A discredited detective must solve a baffling homefront murder in 1914 to reclaim his reputation.
When war is declared, England explodes in a fever of nationalistic fervor. Sensitive Felix Simpkins, who’s perhaps too close to his domineering mother, struggles with his aversion to enlistment and his shame that the motivation for his reluctance might be cowardice. Morris weaves Felix’s anxiety together with that of DI Silas Quinn, who’s returning to Scotland Yard after a harrowing period in an asylum (The Red Hand of Fury, 2018). His Special Crimes Division is disbanded, and he’s reassigned as a detective hunting for German spies. Colleagues at the Yard sneer openly and malign him behind his back. Meanwhile, in order to feel less vulnerable, Felix purchases a gun. Pastor Clement Cardew delivers impassioned sermons that stir up the jingoism of his congregation. All this passion has caused a rift with his wife, Esme, because it means that their son, Adam, will be going off to war. Felix attends Cardew’s popular speeches because of his long-standing infatuation with Cardew’s daughter, Eve. When Eve sends him a loving letter, they arrange to meet. She brazenly gives him a white feather, the symbol of cowardice in this era of war.
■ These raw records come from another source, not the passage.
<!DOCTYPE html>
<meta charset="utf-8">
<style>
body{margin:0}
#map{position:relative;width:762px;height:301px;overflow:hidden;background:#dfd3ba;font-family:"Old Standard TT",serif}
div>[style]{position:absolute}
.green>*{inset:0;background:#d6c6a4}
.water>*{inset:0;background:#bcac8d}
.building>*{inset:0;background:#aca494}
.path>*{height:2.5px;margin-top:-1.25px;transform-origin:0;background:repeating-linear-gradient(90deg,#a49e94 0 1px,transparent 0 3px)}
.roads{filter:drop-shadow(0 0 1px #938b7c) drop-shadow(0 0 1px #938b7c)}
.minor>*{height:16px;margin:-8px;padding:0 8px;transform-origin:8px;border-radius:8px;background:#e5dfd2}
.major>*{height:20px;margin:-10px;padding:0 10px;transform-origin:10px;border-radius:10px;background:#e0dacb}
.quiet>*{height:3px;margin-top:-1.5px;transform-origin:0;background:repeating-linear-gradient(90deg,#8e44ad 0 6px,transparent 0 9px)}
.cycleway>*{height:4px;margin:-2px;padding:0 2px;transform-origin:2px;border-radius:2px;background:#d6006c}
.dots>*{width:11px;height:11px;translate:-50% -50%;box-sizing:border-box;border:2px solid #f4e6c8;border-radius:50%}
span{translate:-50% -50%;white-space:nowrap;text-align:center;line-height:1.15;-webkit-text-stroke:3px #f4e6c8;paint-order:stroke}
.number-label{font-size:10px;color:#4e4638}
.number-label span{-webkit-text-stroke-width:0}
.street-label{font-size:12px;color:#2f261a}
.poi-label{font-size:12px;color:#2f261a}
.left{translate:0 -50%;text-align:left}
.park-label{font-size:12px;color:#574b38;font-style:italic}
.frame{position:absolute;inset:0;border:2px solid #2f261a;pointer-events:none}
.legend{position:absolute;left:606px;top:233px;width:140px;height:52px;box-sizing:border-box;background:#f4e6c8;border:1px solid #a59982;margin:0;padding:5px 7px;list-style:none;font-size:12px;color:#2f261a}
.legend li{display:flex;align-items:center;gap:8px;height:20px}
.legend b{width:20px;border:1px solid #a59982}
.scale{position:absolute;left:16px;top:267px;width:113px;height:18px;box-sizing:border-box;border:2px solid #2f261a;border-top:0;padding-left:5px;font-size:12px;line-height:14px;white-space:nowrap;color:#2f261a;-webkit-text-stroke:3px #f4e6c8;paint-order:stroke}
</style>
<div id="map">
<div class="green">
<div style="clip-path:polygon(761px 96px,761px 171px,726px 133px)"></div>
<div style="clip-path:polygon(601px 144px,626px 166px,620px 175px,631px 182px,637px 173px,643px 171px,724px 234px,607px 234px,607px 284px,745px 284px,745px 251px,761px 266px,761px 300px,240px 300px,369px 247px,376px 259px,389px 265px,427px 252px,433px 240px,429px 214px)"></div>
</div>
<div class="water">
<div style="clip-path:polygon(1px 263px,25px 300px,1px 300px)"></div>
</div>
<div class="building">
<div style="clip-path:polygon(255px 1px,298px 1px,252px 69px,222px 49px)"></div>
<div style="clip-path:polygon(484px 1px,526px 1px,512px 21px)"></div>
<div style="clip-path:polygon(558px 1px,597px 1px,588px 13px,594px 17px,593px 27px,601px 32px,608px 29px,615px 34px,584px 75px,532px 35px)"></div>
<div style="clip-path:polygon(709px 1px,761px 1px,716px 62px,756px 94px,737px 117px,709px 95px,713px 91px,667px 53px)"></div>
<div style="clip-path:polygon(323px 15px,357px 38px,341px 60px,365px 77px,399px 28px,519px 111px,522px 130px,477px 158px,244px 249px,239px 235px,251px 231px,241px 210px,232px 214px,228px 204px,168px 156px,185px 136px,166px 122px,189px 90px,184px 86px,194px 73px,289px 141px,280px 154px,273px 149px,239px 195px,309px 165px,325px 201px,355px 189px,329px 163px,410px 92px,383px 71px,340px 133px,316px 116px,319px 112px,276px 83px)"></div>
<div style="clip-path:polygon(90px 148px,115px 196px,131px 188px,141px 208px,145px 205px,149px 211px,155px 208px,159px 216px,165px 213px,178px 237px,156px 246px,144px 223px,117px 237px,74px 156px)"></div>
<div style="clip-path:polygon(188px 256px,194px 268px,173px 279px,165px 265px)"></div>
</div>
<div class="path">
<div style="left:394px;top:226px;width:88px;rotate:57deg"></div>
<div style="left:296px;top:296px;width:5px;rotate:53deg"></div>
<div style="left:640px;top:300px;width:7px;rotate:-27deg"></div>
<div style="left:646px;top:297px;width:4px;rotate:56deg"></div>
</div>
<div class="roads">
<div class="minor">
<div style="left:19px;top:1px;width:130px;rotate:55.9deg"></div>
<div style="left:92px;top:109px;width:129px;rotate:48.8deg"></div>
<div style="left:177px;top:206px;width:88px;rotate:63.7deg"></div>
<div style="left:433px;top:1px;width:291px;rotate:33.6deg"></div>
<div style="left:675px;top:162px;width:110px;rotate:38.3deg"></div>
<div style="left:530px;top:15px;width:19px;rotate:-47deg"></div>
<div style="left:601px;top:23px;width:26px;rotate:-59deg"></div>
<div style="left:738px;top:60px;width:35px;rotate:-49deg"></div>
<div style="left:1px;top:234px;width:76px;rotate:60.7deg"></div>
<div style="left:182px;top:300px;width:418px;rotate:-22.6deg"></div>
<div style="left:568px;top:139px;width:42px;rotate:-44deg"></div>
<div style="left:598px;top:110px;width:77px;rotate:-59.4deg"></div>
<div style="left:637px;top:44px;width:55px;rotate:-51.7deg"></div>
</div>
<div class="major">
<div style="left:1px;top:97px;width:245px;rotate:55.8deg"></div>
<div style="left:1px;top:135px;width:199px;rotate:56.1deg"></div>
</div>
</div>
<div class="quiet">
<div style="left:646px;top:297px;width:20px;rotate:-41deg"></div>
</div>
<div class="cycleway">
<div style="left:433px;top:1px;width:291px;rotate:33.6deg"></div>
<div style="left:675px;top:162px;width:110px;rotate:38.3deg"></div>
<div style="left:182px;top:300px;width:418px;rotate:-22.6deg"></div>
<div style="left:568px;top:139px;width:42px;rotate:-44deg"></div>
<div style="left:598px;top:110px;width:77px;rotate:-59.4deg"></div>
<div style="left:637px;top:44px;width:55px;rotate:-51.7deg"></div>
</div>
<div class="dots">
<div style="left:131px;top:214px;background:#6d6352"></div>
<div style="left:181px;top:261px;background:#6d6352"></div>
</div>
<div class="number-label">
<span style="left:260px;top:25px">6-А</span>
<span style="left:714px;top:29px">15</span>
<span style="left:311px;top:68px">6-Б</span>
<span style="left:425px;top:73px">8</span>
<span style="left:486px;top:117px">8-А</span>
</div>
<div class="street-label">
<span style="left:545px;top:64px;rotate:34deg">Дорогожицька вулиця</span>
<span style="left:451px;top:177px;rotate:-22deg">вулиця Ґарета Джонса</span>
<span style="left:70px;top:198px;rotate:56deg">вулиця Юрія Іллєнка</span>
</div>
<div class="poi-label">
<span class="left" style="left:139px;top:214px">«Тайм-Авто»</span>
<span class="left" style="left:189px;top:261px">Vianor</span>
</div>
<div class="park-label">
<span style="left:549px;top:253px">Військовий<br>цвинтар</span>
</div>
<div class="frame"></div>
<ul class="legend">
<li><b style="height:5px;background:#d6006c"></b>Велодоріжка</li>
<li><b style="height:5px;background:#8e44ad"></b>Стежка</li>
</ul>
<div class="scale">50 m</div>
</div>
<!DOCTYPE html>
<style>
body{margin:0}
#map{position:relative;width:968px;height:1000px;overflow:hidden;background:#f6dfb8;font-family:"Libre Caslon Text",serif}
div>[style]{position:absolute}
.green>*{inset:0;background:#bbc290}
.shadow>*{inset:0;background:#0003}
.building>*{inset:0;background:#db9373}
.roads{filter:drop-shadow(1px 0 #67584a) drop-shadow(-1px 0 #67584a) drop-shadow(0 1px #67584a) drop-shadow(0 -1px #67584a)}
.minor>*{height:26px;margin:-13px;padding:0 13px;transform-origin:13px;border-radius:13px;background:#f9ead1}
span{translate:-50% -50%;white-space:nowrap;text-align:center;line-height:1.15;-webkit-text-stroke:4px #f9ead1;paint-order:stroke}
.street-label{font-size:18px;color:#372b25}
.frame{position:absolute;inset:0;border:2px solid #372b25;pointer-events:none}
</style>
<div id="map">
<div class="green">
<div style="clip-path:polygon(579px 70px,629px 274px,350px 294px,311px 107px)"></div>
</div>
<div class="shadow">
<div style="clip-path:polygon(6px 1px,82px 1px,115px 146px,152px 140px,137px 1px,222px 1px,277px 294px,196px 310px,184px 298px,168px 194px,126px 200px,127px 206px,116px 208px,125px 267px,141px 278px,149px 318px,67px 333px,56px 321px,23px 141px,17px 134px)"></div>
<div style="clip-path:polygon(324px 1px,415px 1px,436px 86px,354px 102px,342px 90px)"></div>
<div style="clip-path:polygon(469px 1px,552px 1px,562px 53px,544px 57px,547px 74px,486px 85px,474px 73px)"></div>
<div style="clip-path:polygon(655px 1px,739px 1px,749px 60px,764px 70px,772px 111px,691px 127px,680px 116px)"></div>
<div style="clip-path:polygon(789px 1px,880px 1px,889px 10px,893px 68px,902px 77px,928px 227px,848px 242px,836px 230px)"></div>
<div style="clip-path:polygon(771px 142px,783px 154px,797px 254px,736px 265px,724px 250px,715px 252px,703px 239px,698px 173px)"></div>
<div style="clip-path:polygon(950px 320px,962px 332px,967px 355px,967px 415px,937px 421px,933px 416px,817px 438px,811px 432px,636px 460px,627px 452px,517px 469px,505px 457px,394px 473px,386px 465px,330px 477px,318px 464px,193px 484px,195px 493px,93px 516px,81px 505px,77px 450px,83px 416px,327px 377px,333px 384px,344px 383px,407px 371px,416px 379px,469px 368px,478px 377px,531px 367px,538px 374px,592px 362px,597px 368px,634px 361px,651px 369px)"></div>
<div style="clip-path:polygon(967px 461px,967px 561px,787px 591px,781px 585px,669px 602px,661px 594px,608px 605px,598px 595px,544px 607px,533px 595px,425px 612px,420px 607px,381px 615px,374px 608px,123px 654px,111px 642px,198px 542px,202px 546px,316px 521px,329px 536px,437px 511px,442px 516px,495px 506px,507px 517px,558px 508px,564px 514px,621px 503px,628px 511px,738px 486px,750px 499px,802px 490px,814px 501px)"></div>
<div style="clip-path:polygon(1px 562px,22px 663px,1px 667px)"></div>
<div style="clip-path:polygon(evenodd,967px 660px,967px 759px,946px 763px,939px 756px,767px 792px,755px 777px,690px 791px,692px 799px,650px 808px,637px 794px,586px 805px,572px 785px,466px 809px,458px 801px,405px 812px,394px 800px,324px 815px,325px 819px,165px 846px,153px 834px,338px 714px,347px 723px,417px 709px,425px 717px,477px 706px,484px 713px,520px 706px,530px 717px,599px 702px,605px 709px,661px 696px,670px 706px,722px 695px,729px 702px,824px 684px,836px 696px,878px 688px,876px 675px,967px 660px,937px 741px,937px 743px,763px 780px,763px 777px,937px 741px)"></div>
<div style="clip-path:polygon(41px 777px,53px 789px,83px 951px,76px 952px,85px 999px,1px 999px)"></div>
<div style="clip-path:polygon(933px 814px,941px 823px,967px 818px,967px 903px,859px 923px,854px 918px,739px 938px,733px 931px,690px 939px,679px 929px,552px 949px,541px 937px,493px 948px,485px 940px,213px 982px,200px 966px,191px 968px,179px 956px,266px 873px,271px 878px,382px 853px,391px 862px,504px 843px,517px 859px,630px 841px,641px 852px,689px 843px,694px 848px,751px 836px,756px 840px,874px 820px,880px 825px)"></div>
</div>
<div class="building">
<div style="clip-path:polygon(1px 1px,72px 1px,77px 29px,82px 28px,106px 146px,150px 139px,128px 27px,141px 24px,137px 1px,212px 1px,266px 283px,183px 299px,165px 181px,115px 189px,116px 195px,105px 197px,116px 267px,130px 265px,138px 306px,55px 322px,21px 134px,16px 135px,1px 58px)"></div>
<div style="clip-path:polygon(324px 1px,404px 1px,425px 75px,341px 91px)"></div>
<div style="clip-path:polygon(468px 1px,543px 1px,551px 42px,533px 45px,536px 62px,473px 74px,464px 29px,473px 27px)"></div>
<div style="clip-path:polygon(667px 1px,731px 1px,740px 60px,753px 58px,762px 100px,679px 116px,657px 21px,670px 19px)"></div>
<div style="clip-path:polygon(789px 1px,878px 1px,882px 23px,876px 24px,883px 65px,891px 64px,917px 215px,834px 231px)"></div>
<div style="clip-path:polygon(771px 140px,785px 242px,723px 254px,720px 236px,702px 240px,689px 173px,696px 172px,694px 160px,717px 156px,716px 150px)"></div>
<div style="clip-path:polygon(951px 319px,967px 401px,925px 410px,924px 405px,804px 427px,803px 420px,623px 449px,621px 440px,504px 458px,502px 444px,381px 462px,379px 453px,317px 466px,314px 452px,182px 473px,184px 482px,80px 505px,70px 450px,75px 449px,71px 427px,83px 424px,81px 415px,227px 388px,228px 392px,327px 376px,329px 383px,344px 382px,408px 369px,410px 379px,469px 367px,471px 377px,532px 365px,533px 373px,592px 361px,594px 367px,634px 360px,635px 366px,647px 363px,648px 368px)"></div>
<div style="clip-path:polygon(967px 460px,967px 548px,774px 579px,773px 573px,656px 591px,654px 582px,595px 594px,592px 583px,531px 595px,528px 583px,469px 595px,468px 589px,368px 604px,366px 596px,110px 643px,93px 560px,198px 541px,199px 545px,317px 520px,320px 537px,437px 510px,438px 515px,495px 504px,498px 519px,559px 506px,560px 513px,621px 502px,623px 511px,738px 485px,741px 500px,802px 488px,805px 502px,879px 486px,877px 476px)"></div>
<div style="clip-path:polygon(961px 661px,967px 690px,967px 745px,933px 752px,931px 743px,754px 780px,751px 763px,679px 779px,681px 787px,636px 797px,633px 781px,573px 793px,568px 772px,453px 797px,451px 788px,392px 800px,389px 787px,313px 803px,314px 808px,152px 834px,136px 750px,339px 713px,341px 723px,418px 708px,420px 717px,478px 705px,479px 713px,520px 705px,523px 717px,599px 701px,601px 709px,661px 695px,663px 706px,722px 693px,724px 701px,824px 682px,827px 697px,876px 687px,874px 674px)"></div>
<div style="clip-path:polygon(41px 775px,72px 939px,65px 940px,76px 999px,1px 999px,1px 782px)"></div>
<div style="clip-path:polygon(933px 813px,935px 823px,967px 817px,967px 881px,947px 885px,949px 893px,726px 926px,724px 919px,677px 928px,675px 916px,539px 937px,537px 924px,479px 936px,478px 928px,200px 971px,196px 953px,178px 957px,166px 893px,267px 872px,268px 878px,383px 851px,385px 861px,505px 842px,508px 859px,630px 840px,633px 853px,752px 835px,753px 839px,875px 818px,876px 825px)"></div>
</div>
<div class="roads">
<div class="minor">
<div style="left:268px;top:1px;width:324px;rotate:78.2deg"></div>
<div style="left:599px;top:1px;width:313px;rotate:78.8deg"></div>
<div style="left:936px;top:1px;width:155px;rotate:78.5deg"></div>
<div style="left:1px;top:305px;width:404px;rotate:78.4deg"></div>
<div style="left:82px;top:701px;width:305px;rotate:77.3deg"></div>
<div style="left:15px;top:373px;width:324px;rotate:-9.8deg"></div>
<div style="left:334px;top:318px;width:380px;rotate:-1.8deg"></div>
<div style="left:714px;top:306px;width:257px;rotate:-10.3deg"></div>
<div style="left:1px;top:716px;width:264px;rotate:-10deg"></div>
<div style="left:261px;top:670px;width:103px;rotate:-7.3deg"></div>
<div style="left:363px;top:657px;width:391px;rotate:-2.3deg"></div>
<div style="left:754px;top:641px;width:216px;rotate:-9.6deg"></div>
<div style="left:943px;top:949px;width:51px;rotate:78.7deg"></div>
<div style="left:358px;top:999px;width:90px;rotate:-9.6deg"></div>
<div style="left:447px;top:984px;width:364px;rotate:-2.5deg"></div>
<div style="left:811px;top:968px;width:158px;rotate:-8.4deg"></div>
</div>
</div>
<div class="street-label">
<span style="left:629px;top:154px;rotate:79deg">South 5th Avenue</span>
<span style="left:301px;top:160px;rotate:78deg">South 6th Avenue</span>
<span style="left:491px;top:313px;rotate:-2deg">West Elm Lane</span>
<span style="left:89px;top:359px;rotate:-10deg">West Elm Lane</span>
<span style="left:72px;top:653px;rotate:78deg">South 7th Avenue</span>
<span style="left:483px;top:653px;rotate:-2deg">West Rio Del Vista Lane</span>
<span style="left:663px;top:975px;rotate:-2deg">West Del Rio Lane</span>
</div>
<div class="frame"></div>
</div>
Shortly after this, a murdered body is discovered with a single white feather nearby, and the case falls to Quinn. A soldier’s attempted shooting of one of Quinn’s men further complicates the investigation, and a second murder ramps up public anxiety. Quinn is driven to solve the murders as much in order to salvage his own reputation as to fulfill his duty.
Morris builds tension slowly but effectively in this character-driven fifth franchise installment.